А мыши шли и шли, деловито и напористо.
— Не пущу! Не пущу! — заплакала женщина и, как мать, которая пытается удержать в доме сына, как покинутая жена, умоляющая мужа не сиротить детей, легла поперек порога на пол. Но потом поднялась и обессиленно пошла к нарам.
Хотела лечь рядом с детьми, но, побоявшись потревожить их, разбудить говорливую старуху, полезла на печь.
Первым ее желанием было немедленно бежать из этого дома. Но теперь она решила дождаться утра. Иначе все пришлось бы рассказать старухе, а говорить с ней у Ульяны не было сил и желания.

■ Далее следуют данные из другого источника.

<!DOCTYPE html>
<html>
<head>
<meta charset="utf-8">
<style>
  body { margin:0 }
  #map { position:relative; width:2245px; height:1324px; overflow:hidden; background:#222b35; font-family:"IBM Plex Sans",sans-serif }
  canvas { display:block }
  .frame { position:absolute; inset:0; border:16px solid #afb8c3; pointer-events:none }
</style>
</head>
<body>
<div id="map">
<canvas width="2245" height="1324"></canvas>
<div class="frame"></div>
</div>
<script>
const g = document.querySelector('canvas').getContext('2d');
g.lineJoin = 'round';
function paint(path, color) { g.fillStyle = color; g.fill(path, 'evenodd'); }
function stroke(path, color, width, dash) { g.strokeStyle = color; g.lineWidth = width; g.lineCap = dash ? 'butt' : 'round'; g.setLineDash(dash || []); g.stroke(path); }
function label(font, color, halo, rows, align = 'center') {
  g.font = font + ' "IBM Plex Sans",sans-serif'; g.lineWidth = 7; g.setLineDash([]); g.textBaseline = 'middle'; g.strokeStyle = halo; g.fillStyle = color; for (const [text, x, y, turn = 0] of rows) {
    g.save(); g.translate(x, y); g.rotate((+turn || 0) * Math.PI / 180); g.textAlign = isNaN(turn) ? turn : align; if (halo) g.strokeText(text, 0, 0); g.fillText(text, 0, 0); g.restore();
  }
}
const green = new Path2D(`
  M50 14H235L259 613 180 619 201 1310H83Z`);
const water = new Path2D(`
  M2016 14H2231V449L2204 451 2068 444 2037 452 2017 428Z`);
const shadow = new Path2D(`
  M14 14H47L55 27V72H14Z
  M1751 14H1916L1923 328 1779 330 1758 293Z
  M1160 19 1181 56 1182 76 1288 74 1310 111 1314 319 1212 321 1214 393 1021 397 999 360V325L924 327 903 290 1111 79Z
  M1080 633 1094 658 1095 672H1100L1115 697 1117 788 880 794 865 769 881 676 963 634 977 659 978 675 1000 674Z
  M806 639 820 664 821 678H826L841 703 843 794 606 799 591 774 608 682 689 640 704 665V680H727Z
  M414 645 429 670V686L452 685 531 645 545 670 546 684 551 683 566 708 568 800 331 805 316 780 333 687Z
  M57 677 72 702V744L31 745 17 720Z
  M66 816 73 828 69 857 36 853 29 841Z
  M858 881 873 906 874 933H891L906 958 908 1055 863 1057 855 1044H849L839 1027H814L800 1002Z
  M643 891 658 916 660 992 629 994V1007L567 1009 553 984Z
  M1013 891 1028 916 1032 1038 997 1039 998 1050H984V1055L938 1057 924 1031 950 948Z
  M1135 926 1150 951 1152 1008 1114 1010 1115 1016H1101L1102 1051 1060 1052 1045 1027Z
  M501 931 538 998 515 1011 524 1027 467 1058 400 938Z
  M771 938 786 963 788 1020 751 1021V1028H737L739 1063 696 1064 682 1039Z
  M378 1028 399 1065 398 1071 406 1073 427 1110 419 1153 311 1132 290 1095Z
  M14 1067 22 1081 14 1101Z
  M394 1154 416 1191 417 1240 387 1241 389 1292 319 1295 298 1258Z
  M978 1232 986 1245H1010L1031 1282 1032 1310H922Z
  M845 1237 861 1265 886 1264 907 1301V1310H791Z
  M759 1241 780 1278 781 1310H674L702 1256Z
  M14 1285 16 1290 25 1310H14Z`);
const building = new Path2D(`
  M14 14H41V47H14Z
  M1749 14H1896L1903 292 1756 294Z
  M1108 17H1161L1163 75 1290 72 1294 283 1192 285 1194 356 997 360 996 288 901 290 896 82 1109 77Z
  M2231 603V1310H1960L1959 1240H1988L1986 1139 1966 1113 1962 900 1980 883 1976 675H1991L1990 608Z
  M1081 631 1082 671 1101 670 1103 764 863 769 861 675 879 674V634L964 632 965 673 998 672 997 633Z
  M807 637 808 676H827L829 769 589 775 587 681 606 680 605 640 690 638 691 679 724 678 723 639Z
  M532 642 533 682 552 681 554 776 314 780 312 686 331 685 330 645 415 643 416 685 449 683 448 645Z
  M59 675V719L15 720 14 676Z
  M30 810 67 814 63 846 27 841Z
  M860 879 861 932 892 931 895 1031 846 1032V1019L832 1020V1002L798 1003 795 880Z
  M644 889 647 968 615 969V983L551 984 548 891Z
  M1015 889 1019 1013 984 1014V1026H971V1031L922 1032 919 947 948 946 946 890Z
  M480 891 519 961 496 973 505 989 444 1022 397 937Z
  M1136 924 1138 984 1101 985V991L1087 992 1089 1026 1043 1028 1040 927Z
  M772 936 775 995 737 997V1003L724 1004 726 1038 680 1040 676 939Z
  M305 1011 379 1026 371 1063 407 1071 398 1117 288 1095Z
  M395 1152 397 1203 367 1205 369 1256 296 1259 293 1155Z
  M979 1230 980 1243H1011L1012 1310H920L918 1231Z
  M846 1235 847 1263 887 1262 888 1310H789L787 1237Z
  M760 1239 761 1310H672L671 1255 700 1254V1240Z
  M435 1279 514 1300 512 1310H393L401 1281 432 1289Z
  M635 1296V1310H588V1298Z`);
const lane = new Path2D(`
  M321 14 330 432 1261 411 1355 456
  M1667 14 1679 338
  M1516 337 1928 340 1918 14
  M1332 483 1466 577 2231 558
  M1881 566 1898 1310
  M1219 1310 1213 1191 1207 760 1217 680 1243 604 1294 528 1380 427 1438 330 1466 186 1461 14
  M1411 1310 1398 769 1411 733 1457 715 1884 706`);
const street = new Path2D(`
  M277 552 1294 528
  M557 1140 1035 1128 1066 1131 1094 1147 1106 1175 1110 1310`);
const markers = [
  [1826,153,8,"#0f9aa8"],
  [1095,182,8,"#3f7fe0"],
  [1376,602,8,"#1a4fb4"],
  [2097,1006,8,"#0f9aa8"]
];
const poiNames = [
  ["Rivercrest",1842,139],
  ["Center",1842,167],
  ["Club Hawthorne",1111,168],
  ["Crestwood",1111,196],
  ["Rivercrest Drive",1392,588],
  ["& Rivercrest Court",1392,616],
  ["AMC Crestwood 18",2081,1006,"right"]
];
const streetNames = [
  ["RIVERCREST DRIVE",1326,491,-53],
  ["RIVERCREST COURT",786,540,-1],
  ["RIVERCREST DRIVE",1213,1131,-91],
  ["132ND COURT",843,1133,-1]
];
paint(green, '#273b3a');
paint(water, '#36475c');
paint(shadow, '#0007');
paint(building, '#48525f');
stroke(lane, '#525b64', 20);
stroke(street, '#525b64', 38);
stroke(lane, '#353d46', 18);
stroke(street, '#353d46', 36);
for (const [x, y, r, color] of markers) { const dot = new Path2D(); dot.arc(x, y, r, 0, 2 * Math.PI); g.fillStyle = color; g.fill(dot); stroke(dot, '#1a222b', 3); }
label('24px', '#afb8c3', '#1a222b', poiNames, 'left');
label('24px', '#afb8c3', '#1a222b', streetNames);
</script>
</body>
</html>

Она села на краешке печи, свесив ноги к полатям. На какое-то мгновение почувствовала себя девчонкой, сидящей на обрывистом берегу деревенской речки, улыбнулась, попробовала даже поболтать ногами. Но тяжелые яловые сапоги чиркнули подковами каблуков о кирпич. И женщине стало обидно за эти тяжелые яловые сапоги, за теплый, но нелепый и тоже тяжелый бушлат, под которым уже чешется бог знает когда мытое тело. Она застыдилась самой себя, загнанной ни за что ни про что бог знает куда, не нужной никому, кроме детей. Забилась в самый угол печи, оперлась спиной о стену и, чуть скосив глаза, принялась осматривать в прошеек между печкой и стеной избу.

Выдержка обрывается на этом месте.